Stored data entries:

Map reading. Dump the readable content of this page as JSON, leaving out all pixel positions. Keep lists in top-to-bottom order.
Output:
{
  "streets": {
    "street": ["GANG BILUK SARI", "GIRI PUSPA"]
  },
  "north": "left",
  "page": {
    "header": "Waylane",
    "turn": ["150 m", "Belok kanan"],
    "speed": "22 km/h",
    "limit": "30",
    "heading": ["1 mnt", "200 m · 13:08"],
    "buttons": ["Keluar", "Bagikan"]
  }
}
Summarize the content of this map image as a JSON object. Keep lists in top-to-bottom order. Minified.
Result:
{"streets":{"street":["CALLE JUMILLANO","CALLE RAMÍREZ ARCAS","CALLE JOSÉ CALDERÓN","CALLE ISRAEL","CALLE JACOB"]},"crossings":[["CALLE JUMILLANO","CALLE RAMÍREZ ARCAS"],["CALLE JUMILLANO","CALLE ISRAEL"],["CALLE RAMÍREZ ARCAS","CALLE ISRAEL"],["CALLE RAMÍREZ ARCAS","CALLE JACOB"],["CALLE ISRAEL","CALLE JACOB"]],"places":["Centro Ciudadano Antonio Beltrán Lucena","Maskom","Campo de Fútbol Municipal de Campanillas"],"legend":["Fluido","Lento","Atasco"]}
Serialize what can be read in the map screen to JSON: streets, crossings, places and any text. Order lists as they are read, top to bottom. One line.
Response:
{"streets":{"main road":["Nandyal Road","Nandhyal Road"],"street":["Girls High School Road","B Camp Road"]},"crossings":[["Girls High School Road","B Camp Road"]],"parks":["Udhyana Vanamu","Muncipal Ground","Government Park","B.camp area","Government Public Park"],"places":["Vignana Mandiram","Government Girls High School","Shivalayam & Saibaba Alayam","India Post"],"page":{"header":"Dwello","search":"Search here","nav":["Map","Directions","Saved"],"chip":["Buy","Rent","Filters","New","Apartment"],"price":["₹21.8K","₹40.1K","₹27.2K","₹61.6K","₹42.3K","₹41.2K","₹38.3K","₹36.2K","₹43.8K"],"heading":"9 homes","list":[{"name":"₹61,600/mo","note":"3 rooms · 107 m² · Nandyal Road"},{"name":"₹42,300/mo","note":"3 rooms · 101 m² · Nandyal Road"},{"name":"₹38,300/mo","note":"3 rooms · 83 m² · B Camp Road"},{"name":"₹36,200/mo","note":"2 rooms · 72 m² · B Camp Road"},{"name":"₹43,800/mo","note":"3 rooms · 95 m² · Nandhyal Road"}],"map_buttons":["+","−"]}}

- _Problem details_:
Every line in the entries above that has the word "JSON" should be identified and copied.

- _Answer area_:
Map reading. Dump the readable content of this page as JSON, leaving out all pixel positions. Keep lists in top-to-bottom order.
Summarize the content of this map image as a JSON object. Keep lists in top-to-bottom order. Minified.
Serialize what can be read in the map screen to JSON: streets, crossings, places and any text. Order lists as they are read, top to bottom. One line.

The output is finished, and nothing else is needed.